You write frequently about your mother. What does she think about your career as a poet?

I don’t think she thinks about my career as a poet. I don’t even think she understands it. I think she thinks it’s funny, thinks it’s cute. I send her books. I don’t think she reads them. I think she likes the product of it. Which is totally fine by me. She’s never been a reader. She’s not dismissive of it. I think she understands the gravitas of it, as this art form. But she would rather me making more money.

She’s an amazing, lovely, charismatic woman. She’s always dressed to the nines, and her hair’s always in that Imelda Marcos bun. I feel like my aesthetic and my love for beauty I got from my mother. That sensibility, and the gregariousness. She always gives people the benefit of the doubt. There’s an openness about her that I admire so much.

What are some things that have surprised you most about where your creativity has taken you in life?

I’m still surprised that I’m in New York City, that I ended up here. I’m still loving it here, and I’m still thriving here. An offshoot of that is that I’m surrounded by creative people. My pursuing something creative leads to this amazing brotherhood and sisterhood and siblinghood with creative folks. That’s the best thing about being a creative, because I would say 90% of your friends are creative. They, in turn, bring so much beauty and language and sunlight, and darkness, and drama in your life. You feel alive all the time, having all these people around you. I’m really thankful for it.

What is your writing space at home like?

I have an office. I have a desk. Most of the time, I end up in bed. I read in bed. I write in bed. I have a cup of tea nearby. When I’m more serious, I go to my desk and actually work. That’s when I’m actually working. When I’m trying to be creative, I’m in the bed, and I’m writing and reading a lot.
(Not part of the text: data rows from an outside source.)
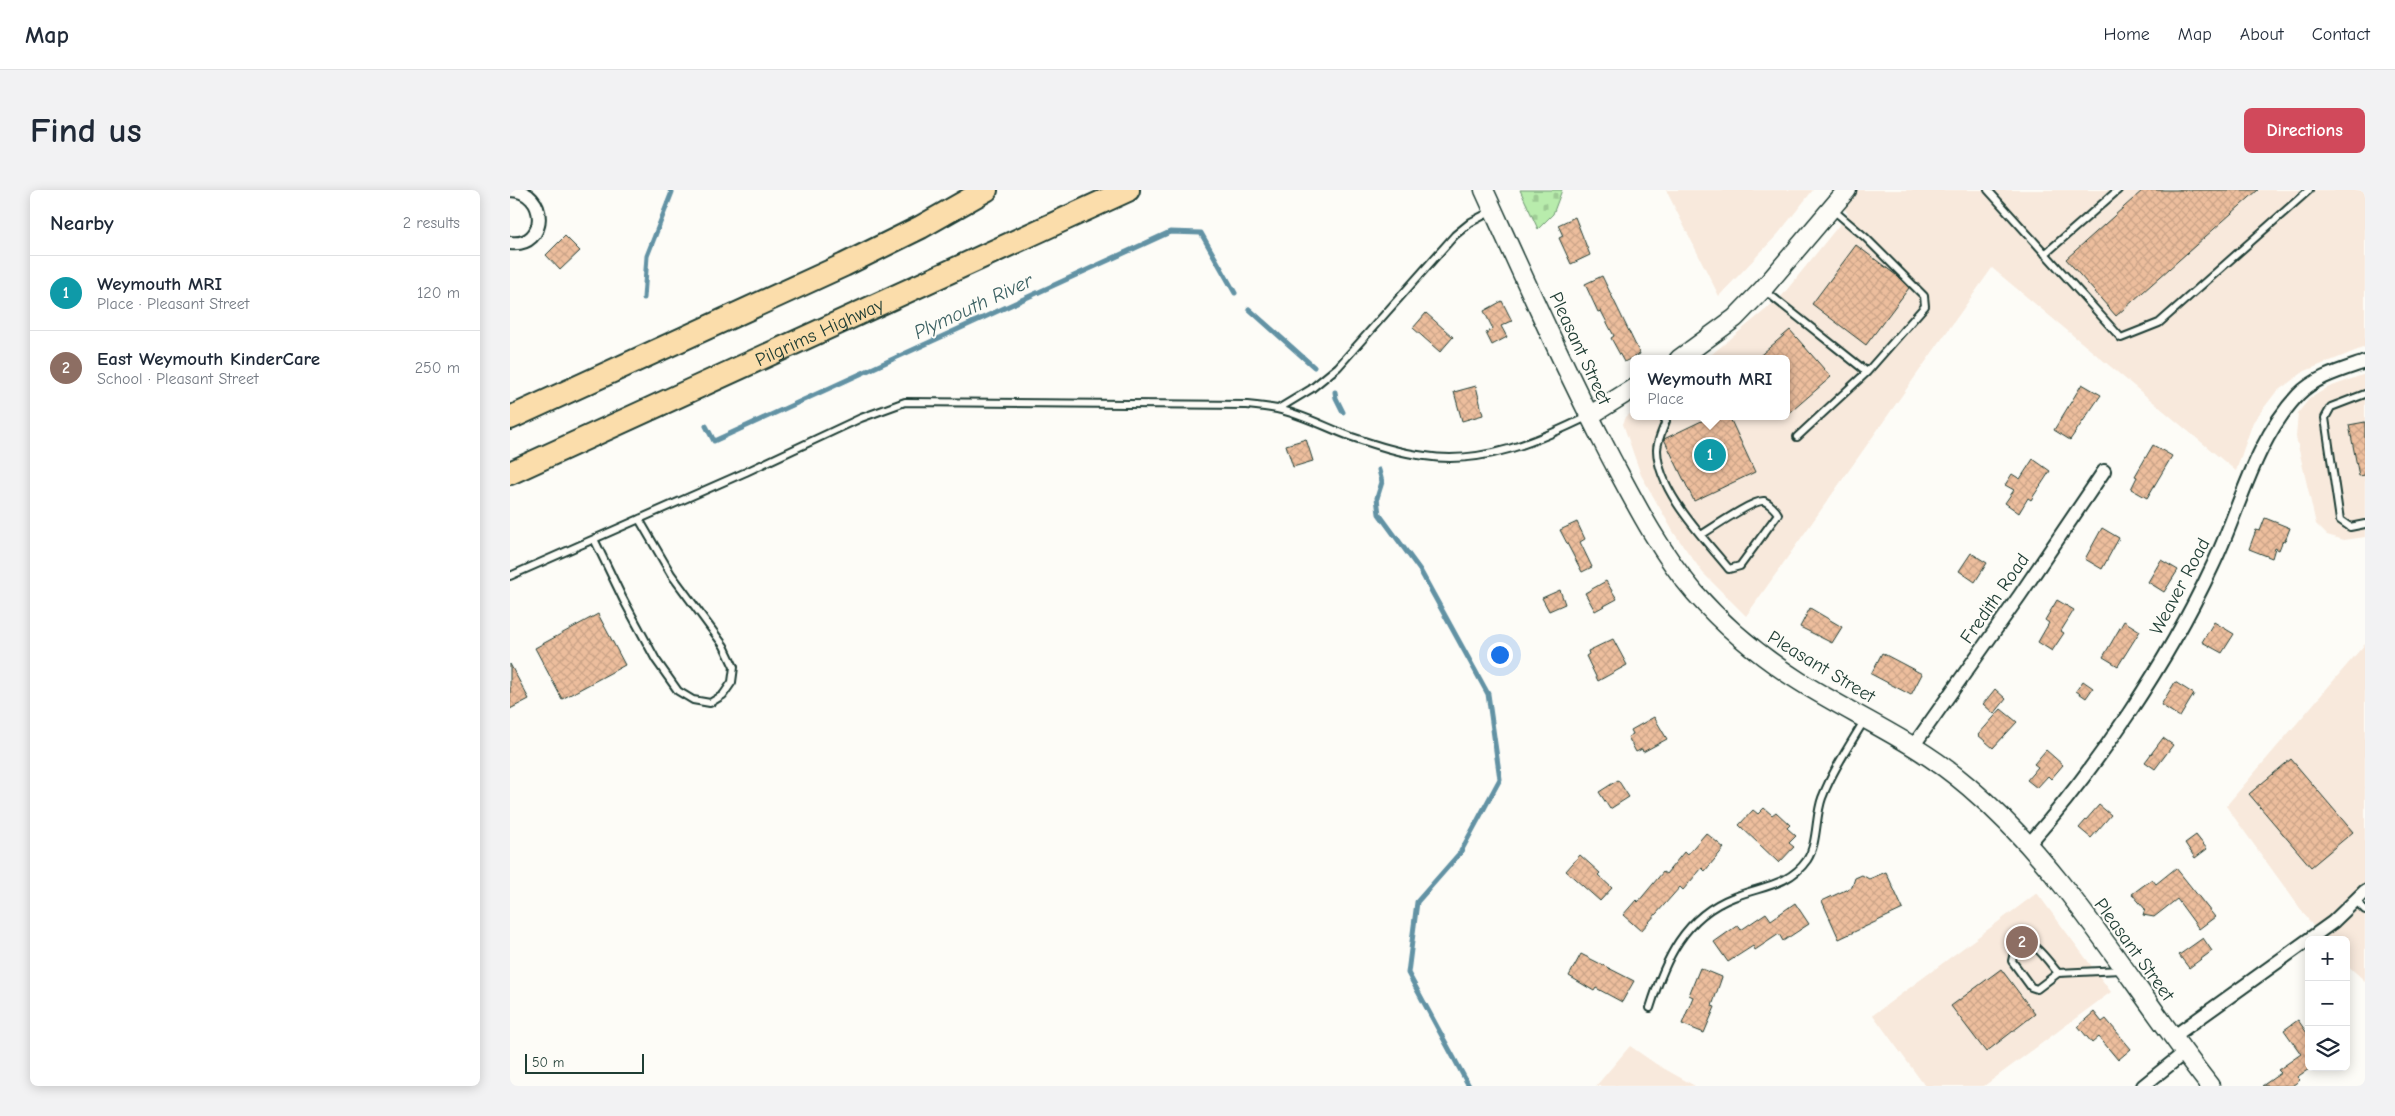 <!DOCTYPE html>
<meta charset="utf-8">
<style>
body{margin:0;font-family:"Comic Neue",sans-serif;background:#f2f2f3;color:#1f2937}
.controls{position:absolute;right:15px;bottom:15px;display:grid;overflow:hidden;border-radius:8px;box-shadow:0 2px 12px #0003}
.controls button{width:45px;height:45px;display:grid;place-items:center;padding:0;border:0;border-bottom:1px solid #e0e1e3;background:#fff;color:#1f2937;font:25px sans-serif}
.scale{position:absolute;left:15px;bottom:12px;width:119px;box-sizing:border-box;padding-left:5px;border:2px solid #1f3d34;border-top:0;font-size:14px;line-height:18px;white-space:nowrap;color:#1f3d34;-webkit-text-stroke:4px #fdfcf7;paint-order:stroke}
.you{position:absolute;left:989px;top:464px;width:18px;height:18px;margin:-12px;border:4px solid #fff;border-radius:50%;background:#1a73e8;box-shadow:0 0 0 8px #1a73e833}
.badge{display:grid;place-items:center;width:32px;height:32px;border-radius:50%;background:#d1495b;color:#fff;font-size:16px;font-weight:700}
.pin{position:absolute;translate:-50% -50%;border:2px solid #fff;box-shadow:0 1px 5px #0006}
.popup{position:absolute;left:1120px;top:165px;width:160px;height:65px;box-sizing:border-box;display:grid;place-content:center;border-radius:8px;background:#fff;filter:drop-shadow(0 1px 4px #0005);font-size:16px;white-space:nowrap;color:#747a83}
.popup b{font-size:19px;color:#1f2937}
.popup::after{content:'';position:absolute;left:50%;top:100%;margin-left:-10px;border:10px solid transparent;border-top-color:#fff}
.list{margin:0;padding:0;list-style:none}
h2{display:flex;justify-content:space-between;align-items:center;height:65px;margin:0;padding:0 20px;font-size:21px}
h2 small{font-size:16px;font-weight:400;color:#747a83}
.list li{display:grid;grid-template-columns:32px 1fr auto;gap:15px;align-items:center;box-sizing:border-box;height:75px;padding:0 20px;border-top:1px solid #e0e1e3}
.list b{display:block;font-size:19px;white-space:nowrap}
.list p{margin:0;font-size:16px;white-space:nowrap;color:#747a83}
.list em{font-size:16px;font-style:normal;color:#747a83}
.icon{flex:none;width:28px;height:28px;fill:none;stroke:currentColor;stroke-width:2;stroke-linecap:round;stroke-linejoin:round}
.map{position:relative;flex:none;width:1855px;height:896px;overflow:hidden;border-radius:8px}
header{display:flex;align-items:center;gap:30px;box-sizing:border-box;height:70px;padding:0 25px;background:#fff;border-bottom:1px solid #e0e1e3}
header strong{font-size:24px}
nav{display:flex;gap:28px;margin-inline-start:auto;font-size:18px}
.intro{display:flex;align-items:center;justify-content:space-between;box-sizing:border-box;height:120px;padding:0 30px}
h1{margin:0;font-size:35px}
.button{padding:12px 22px;border-radius:8px;background:#d1495b;color:#fff;font-size:18px;font-weight:700}
main{display:flex;gap:30px;padding:0 30px}
aside{flex:1;background:#fff;border-radius:8px;box-shadow:0 2px 12px #0003}
.map>svg:first-child{display:block}
</style>
<header>
<strong>Map</strong>
<nav><a>Home</a><a>Map</a><a>About</a><a>Contact</a></nav>
</header>
<div class="intro"><h1>Find us</h1><a class="button">Directions</a></div>
<main>
<aside>
<h2>Nearby<small>2 results</small></h2>
<ul class="list">
<li><span class="badge" style="background:#0f9aa8">1</span><div><b>Weymouth MRI</b><p>Place · Pleasant Street</p></div><em>120 m</em></li>
<li><span class="badge" style="background:#8d6e63">2</span><div><b>East Weymouth KinderCare</b><p>School · Pleasant Street</p></div><em>250 m</em></li>
</ul>
</aside>
<div class="map">
<svg width="1855" height="896" viewBox="0 0 1855 896">
<defs>
<pattern id="cemetery-stones" width="16" height="16" patternUnits="userSpaceOnUse" patternTransform="scale(1.25)"><rect width="16" height="16" fill="#b8ecac"/><path d="M2 7V4a2 2 0 0 1 4 0v3zM10 15v-3a2 2 0 0 1 4 0v3z" fill="#9ecb95"/></pattern>
<pattern id="building-cross-hatch" width="8" height="8" patternUnits="userSpaceOnUse" patternTransform="scale(1.25)"><rect width="8" height="8" fill="#edbe9d"/><path d="M0 0l8 8M0 8l8-8" fill="none" stroke="#cba488"/></pattern>
</defs>
<rect width="100%" height="100%" fill="#fdfcf7"/>
<filter id="ink" filterUnits="userSpaceOnUse"><feTurbulence type="fractalNoise" baseFrequency=".02" numOctaves="2"/><feDisplacementMap in="SourceGraphic" scale="10" xChannelSelector="R" yChannelSelector="G"/><feConvolveMatrix kernelMatrix="1 2 1 2 8 2 1 2 1" color-interpolation-filters="sRGB"/></filter>
<g filter="url(#ink)">
<path fill="#f8e9dc" d="M1156,0H1303L1268,44L1209,106Z
M1321,0H1855V157L1795,181L1766,202L1743,232L1726,281L1482,78L1236,426L1193,383L1164,343L1131,285L1113,234L1116,227L1124,221V226H1276V169H1196L1271,107L1338,24Z
M1855,184V347L1834,350L1817,345L1806,334L1786,247L1788,223L1799,209L1817,198Z
M1855,454V791L1836,774V750H1813L1716,616Z
M1527,703L1601,802L1474,896H1415L1363,825Z
M1120,856L1146,874L1185,896H1086Z"/>
<path fill="url(#cemetery-stones)" stroke="#6c9470" d="M1010,0H1052L1043,24L1028,39Z"/>
<g fill="none" stroke-linecap="round" stroke-linejoin="round">
<path stroke="#6292a4" stroke-width="5" d="M134,108L137,66L162,2L160,0
M739,119L804,177
M825,202L826,208L833,222
M196,236L204,251L660,42L691,43L725,103
M869,280L872,292L867,308L869,324L910,380L978,504L990,589L950,663L907,712L898,783L959,896"/>
</g>
<path fill="url(#building-cross-hatch)" stroke="#1f3d34" d="M1633,0H1748L1606,126L1556,69Z
M1065,27L1080,65L1061,74L1049,48L1053,46L1048,35Z
M55,46L70,61L50,80L36,65Z
M1346,55L1386,85L1399,98L1356,155L1302,114Z
M1092,86L1130,164L1114,172L1101,148L1104,146L1091,121L1088,122L1075,94Z
M992,111L1002,131L991,136L997,147L982,155L976,143L983,139L974,121Z
M916,123L943,147L930,162L903,138Z
M1280,140L1321,187L1276,226V169H1246Z
M1572,194L1591,205L1560,250L1544,240Z
M966,196L973,225L952,231L944,202Z
M1202,226H1219L1245,282L1184,311L1154,249Z
M1855,232V285L1849,286L1839,235Z
M796,249L803,271L783,277L776,255Z
M1643,255L1662,266L1637,308L1621,299L1627,287L1625,286Z
M1523,269L1540,281L1521,310L1518,308L1509,323L1495,313L1504,300L1495,295L1502,284L1510,289Z
M1755,328L1780,338L1775,351L1773,350L1769,360L1765,358L1762,368L1739,359L1746,340L1750,341Z
M1067,332L1075,349L1070,352L1082,377L1072,382L1050,340Z
M1592,338L1609,348L1592,379L1575,369Z
M1461,363L1477,373L1465,392L1449,381Z
M1651,370L1668,380L1654,402L1638,392Z
M1096,391L1107,409L1085,421L1075,403Z
M1050,400L1055,414L1039,421L1032,408Z
M1547,410L1564,420L1551,441L1554,443L1542,461L1528,452L1539,433L1535,430Z
M1300,418L1332,437L1322,453L1290,437Z
M88,424L115,475L52,509L25,458Z
M1614,431L1630,441L1608,476L1593,467Z
M1704,432L1724,444L1712,463L1692,452Z
M1103,449L1117,475L1088,491L1076,466L1079,464L1078,461Z
M1372,463L1412,484L1401,505L1361,484Z
M0,474L19,509L0,519Z
M1573,491L1583,498L1576,508L1566,501Z
M1665,492L1684,504L1670,527L1651,515Z
M1485,499L1496,509L1484,524L1473,514Z
M1491,519L1507,532L1483,558L1468,545Z
M1144,527L1157,549L1133,562L1132,559L1126,562L1118,547L1123,544L1121,540Z
M1653,548L1663,555L1645,579L1635,572Z
M1536,560L1553,575L1541,589L1538,586L1527,598L1517,590L1528,577L1524,574Z
M1781,569L1843,642L1801,677L1739,604Z
M1108,590L1119,607L1100,619L1089,602Z
M1589,615L1601,625L1581,648L1569,638Z
M1254,618L1262,625L1266,622L1280,635L1277,638L1286,646L1279,653L1284,657L1269,673L1229,635L1243,620L1248,624Z
M1196,643L1214,658L1195,681L1192,678L1173,700L1170,697L1131,741L1113,725L1126,710L1128,712L1153,682L1156,684L1174,662L1177,665Z
M1686,645L1697,659L1685,668L1675,653Z
M1070,665L1090,683L1088,685L1102,698L1090,711L1056,681Z
M1666,678L1705,727L1689,739L1667,709L1644,727L1633,725L1635,719L1622,704L1642,689L1646,694Z
M1376,682L1393,719L1329,749L1312,711L1342,697L1345,688L1352,685L1359,689Z
M1285,713L1299,734L1273,751L1269,744L1245,760L1243,756L1218,772L1204,752L1228,735L1231,740L1256,723L1261,730Z
M1693,748L1702,761L1679,778L1669,765Z
M1071,764L1124,791L1112,812L1086,798L1084,801L1059,786Z
M1190,778L1212,787L1202,816L1205,817L1194,843L1172,834L1183,807L1179,805Z
M1491,779L1525,824L1476,862L1441,816Z
M1584,822L1592,832L1596,829L1621,859L1608,870L1589,847L1582,853L1568,836Z
M1788,830L1799,846V879L1787,887L1790,890L1782,896H1752L1771,883L1768,880L1791,864L1774,840Z"/>
<g fill="none" stroke-linecap="round" stroke-linejoin="round">
<defs>
<path id="lane" d="M1478,0L1611,148L1649,133L1799,0
M1535,64L1608,0
M1254,100L1357,182L1415,116L1414,106L1355,47L1322,19
M1855,204L1821,217L1815,228L1830,330L1840,337L1855,334
M768,219L801,199L828,177L945,45L961,32L982,21
M1154,226L1156,231C1153,239 1147,251 1147,260C1148,302 1194,348 1219,379L1230,376L1268,324C1266,320 1259,313 1254,311C1244,309 1201,339 1191,345
M1287,247L1357,182
M84,349L113,409L146,470L168,501L183,510L200,513L213,505L222,492L224,477L214,456L161,384L129,329
M0,386L236,282L351,228L395,212L737,215C747,216 757,217 767,219C792,224 817,238 842,247C866,255 890,263 915,266C973,275 1028,251 1079,226
M1846,711L1855,720
M1548,783L1527,799L1521,797L1502,771C1510,728 1536,769 1548,783L1611,780
M1140,818C1155,770 1174,726 1224,707C1251,696 1279,696 1297,670C1308,653 1305,627 1312,608C1323,580 1339,556 1354,531"/>
<path id="street" d="M0,0C39,1 38,58 0,53
M1404,555L1510,405L1594,281
M1518,655C1588,576 1657,473 1702,377C1730,320 1743,253 1788,205C1805,187 1832,180 1855,172
M1663,847L1823,732L1855,701
M1633,896L1674,863"/>
<path id="secondary" d="M974,0C1015,90 1055,180 1101,268C1126,315 1150,362 1185,403C1215,437 1250,466 1289,491C1346,527 1406,551 1459,597C1557,680 1621,796 1700,896
M1169,169L1225,128L1253,99L1337,0
M1079,226L1124,198"/>
<g id="highway">
<path d="M0,228L334,75L411,37L476,0"/>
<path id="s1" d="M0,283L618,0"/>
</g>
</defs>
<use href="#lane" stroke="#1f3d34" stroke-width="10"/>
<use href="#street" stroke="#1f3d34" stroke-width="16"/>
<use href="#secondary" stroke="#1f3d34" stroke-width="21"/>
<use href="#highway" stroke="#1f3d34" stroke-width="26"/>
<use href="#lane" stroke="#fdfcf7" stroke-width="6"/>
<use href="#street" stroke="#fdfcf7" stroke-width="12"/>
<use href="#secondary" stroke="#fdfcf7" stroke-width="18"/>
<use href="#highway" stroke="#fbddab" stroke-width="22"/>
</g>
</g>
<g text-anchor="middle" stroke-width="4" stroke-linejoin="round" paint-order="stroke">
<g font-size="19" fill="#1f3d34" stroke="#fdfcf7">
<text dy="7" stroke="none"><textPath href="#s1" startOffset="340">Pilgrims Highway</textPath></text>
<text transform="translate(1071 158) rotate(65)" y="7">Pleasant Street</text>
<text transform="translate(1669 396) rotate(-62)" y="7">Weaver Road</text>
<text transform="translate(1484 408) rotate(-55)" y="7">Fredith Road</text>
<text transform="translate(1312 476) rotate(31)" y="7">Pleasant Street</text>
<text transform="translate(1625 759) rotate(54)" y="7">Pleasant Street</text>
</g>
<g font-size="20" font-style="italic" fill="#3b6062" stroke="#fdfcf7">
<text transform="translate(463 116) rotate(-25)" y="7">Plymouth River</text>
</g>
</g>
</svg>
<div class="controls">
<button>+</button>
<button>−</button>
<button><svg class="icon" aria-label="layers" viewBox="0 0 24 24"><path d="M12 4l9 5-9 5-9-5zM3 14l9 5 9-5"/></svg></button>
</div>
<div class="scale">50 m</div>
<div class="you"></div>
<div class="pin badge" style="left:1200px;top:265px;background:#0f9aa8">1</div>
<div class="popup"><b>Weymouth MRI</b>Place</div>
<div class="pin badge" style="left:1512px;top:752px;background:#8d6e63">2</div>
</div>
</main>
Joseph O. Legaspi recommends:

Call Me By Your Name

Lucinda Williams’ self-titled album, especially the songs “Side of the Road” and “Sundays (live)

Taco stall on the corner of Gleane St. and Roosevelt Ave. in Elmhurst, Queens

Tea in the afternoon, but not necessarily afternoon tea

Bette Midler in “Hello, Dolly”

Anything is Possible by Elizabeth Strout

Ruth Asawa

The restaurant reviews of Ligaya Mishan, NY Times food critic

Kiehl’s Original Musk body lotion

Upstate New York in the fall

The Atacama Desert in Chile

Gilmore Girls, all 7 seasons on Netflix

The Garden of Eatin’ Red Hot Blues tortilla chips

Natural peanut butter

Indulging yourself at least once a week (Levain cookies, massage, Poetry.